**Exercise directions:** Check every line of the entries below for the word "place", and copy the ones that have it.

**Records excerpted from a collection:**
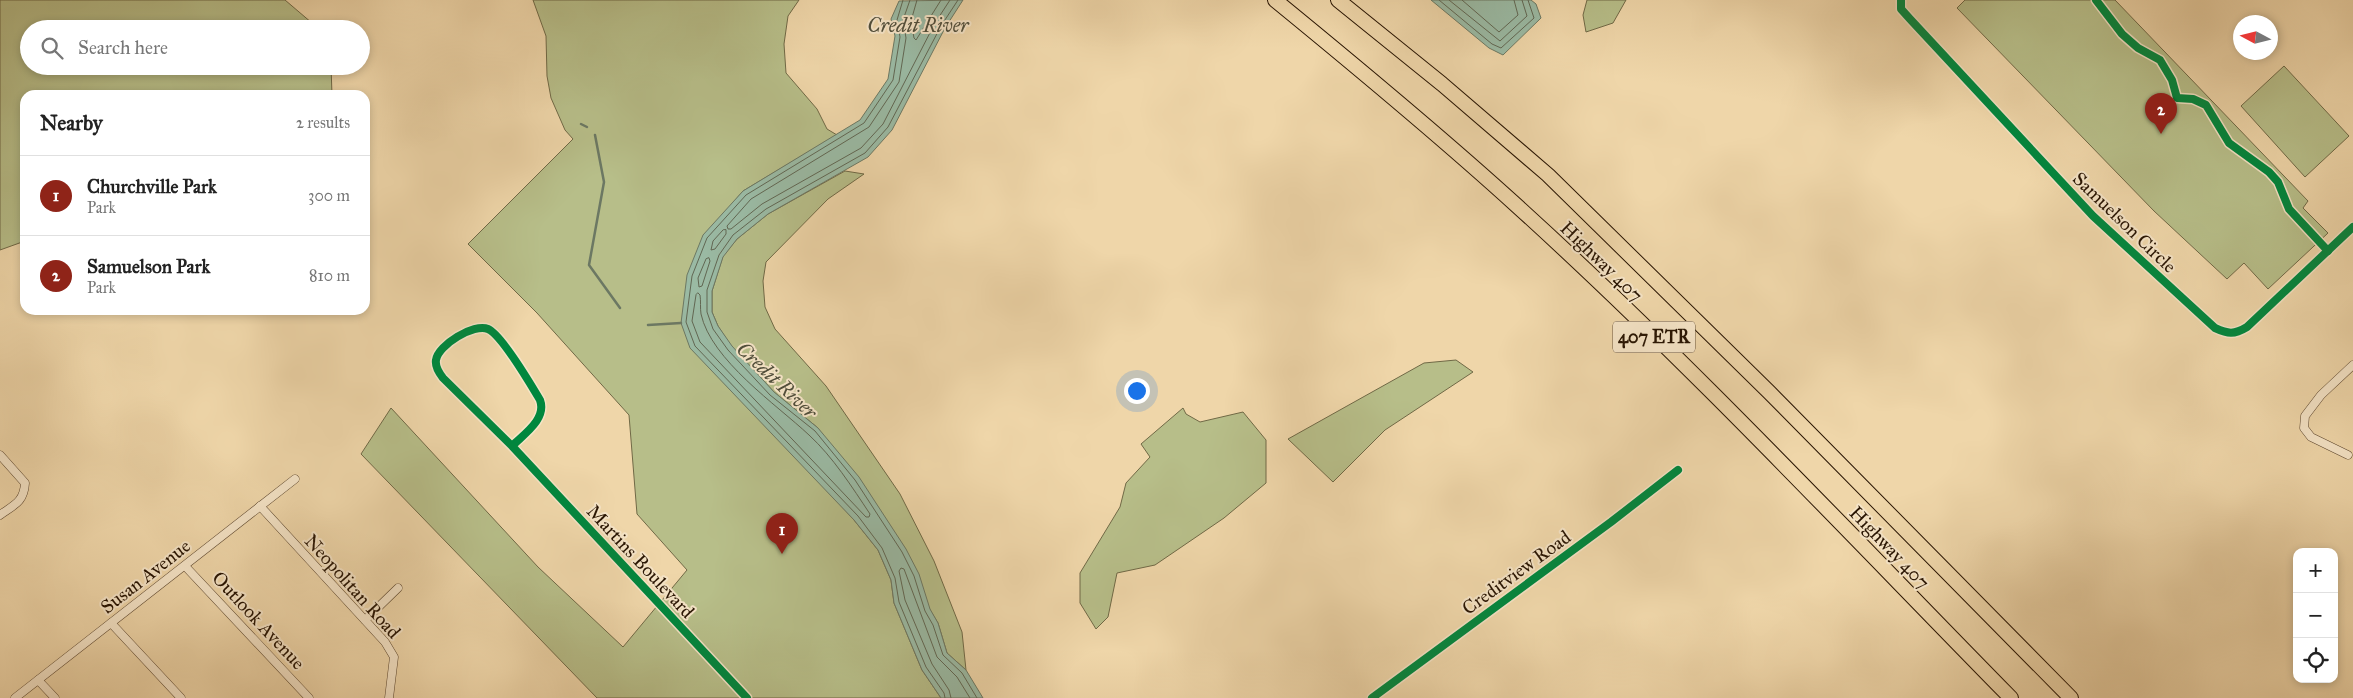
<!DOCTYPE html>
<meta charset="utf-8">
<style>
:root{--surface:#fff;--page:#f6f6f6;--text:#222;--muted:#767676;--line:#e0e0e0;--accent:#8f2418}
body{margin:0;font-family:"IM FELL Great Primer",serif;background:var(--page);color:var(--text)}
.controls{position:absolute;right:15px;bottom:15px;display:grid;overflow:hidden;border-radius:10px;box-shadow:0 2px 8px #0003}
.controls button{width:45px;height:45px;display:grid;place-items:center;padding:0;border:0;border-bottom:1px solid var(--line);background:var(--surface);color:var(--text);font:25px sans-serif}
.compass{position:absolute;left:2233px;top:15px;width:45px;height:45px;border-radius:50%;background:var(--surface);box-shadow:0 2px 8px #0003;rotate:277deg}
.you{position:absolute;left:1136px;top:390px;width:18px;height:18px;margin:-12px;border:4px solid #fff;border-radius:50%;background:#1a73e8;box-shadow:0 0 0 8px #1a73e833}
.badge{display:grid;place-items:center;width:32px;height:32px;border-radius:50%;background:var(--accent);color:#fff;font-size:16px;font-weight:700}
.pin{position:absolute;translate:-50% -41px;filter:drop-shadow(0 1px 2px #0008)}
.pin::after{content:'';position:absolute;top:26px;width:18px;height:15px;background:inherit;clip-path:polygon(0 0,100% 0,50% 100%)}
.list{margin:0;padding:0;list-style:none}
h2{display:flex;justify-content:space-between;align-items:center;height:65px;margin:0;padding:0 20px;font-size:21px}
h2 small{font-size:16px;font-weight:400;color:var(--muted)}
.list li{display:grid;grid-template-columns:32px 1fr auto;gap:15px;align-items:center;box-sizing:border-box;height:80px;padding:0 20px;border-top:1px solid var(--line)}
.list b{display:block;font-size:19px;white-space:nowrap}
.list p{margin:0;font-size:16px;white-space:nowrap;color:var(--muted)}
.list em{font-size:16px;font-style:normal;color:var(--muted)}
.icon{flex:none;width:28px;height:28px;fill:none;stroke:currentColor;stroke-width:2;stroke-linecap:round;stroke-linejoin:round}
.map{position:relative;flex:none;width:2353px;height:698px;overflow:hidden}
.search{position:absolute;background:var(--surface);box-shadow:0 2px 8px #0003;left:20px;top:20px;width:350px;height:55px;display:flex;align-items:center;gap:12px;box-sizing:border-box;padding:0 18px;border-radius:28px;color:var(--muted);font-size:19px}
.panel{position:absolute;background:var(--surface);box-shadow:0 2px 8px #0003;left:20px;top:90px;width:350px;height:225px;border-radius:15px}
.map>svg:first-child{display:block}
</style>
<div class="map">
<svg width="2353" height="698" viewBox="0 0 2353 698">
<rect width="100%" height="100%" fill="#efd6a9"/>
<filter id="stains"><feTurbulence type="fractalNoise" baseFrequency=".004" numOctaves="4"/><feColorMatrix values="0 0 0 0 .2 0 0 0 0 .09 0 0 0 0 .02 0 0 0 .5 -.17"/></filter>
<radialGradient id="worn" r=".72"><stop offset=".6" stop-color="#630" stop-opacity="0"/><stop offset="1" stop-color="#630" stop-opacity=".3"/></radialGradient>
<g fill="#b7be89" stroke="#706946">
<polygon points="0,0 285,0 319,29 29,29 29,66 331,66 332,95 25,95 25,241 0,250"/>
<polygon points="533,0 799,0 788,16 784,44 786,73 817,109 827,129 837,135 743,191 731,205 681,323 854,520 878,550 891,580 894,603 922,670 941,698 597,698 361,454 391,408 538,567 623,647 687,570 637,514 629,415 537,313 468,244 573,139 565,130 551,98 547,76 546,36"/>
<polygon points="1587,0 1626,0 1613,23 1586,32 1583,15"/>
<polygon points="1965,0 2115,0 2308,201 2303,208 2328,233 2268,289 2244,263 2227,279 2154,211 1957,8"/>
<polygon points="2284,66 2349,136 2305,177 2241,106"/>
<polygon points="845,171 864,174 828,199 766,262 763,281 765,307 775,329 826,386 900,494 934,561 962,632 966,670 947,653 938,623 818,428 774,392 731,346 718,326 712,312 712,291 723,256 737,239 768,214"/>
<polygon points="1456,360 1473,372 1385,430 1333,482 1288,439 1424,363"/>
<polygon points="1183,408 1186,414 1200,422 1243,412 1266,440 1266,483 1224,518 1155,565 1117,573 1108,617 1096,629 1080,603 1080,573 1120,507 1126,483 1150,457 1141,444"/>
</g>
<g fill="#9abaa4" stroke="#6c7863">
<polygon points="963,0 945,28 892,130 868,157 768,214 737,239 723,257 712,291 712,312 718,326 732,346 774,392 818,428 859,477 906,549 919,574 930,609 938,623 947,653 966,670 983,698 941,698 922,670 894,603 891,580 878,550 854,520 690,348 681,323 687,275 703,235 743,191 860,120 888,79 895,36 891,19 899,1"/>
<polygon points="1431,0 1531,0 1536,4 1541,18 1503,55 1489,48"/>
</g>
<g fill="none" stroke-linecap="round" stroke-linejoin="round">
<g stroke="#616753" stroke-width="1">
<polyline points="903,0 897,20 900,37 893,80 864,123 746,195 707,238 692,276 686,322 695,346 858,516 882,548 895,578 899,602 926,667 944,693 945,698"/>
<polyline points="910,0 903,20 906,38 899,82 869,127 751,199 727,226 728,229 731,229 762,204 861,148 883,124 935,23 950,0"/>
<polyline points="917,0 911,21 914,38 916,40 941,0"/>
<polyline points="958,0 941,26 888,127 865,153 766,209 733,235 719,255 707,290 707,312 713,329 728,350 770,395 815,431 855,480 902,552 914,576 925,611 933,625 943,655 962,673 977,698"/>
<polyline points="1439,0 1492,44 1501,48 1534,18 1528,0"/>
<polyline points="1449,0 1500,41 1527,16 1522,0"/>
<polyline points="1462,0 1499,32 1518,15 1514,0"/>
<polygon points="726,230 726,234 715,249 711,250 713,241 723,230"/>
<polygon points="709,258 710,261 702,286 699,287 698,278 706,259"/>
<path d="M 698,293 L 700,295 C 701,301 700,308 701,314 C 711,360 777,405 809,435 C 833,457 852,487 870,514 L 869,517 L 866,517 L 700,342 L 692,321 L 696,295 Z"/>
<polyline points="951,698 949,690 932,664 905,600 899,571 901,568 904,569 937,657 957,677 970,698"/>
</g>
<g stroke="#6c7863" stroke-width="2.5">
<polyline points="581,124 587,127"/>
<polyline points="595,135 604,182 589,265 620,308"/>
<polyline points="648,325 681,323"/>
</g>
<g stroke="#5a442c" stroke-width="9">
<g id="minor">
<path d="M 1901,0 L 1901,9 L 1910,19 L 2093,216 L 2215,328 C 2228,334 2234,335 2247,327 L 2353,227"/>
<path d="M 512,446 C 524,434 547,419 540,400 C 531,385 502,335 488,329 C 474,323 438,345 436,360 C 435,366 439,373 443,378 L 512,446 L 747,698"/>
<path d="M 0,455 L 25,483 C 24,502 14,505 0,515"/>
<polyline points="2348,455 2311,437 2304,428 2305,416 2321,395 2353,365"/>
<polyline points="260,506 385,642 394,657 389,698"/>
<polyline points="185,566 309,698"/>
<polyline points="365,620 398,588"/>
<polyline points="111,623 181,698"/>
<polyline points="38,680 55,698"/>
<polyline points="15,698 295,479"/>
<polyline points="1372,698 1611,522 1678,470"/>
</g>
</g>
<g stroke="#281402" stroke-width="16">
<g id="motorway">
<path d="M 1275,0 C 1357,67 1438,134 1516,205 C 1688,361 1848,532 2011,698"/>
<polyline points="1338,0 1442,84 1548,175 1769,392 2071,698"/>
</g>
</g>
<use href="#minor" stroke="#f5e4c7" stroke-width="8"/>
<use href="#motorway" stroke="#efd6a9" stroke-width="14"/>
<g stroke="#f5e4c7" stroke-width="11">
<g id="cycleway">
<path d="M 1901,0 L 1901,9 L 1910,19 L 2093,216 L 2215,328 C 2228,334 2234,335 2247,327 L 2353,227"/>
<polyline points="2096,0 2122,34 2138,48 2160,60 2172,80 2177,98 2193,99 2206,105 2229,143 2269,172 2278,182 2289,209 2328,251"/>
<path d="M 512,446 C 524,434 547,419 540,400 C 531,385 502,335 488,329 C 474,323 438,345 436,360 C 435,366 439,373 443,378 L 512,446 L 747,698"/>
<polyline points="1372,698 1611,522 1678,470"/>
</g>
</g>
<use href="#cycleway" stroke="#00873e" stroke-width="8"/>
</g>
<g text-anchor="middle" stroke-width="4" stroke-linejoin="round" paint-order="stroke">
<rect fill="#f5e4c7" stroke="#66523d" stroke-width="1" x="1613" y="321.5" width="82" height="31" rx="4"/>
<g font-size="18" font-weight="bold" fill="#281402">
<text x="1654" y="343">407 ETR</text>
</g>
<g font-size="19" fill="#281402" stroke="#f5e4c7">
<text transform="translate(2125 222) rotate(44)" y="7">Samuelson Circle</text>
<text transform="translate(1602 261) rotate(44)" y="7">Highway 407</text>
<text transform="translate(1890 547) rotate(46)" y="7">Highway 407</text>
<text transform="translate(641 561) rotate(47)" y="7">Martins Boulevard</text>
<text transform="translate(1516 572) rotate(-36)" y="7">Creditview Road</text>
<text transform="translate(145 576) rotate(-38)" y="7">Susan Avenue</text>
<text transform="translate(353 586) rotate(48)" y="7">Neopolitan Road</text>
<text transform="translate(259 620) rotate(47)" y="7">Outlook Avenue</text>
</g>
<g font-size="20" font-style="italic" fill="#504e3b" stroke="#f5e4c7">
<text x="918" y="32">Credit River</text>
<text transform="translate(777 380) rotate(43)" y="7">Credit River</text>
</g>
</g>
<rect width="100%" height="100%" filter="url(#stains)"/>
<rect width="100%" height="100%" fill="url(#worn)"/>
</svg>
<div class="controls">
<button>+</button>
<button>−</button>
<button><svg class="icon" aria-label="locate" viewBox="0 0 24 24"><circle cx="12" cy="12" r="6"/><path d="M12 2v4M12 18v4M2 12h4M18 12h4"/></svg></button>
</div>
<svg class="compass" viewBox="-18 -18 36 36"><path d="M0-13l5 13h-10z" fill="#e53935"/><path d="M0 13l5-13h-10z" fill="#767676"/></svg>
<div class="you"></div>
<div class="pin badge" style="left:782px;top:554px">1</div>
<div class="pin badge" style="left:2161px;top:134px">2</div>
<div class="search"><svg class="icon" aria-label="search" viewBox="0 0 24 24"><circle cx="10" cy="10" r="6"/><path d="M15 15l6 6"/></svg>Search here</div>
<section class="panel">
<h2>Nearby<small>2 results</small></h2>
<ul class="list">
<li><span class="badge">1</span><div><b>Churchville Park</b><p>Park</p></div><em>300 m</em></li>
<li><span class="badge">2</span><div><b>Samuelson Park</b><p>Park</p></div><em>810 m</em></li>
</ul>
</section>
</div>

**Solution to this exercise:**
.controls button{width:45px;height:45px;display:grid;place-items:center;padding:0;border:0;border-bottom:1px solid var(--line);background:var(--surface);color:var(--text);font:25px sans-serif}
.badge{display:grid;place-items:center;width:32px;height:32px;border-radius:50%;background:var(--accent);color:#fff;font-size:16px;font-weight:700}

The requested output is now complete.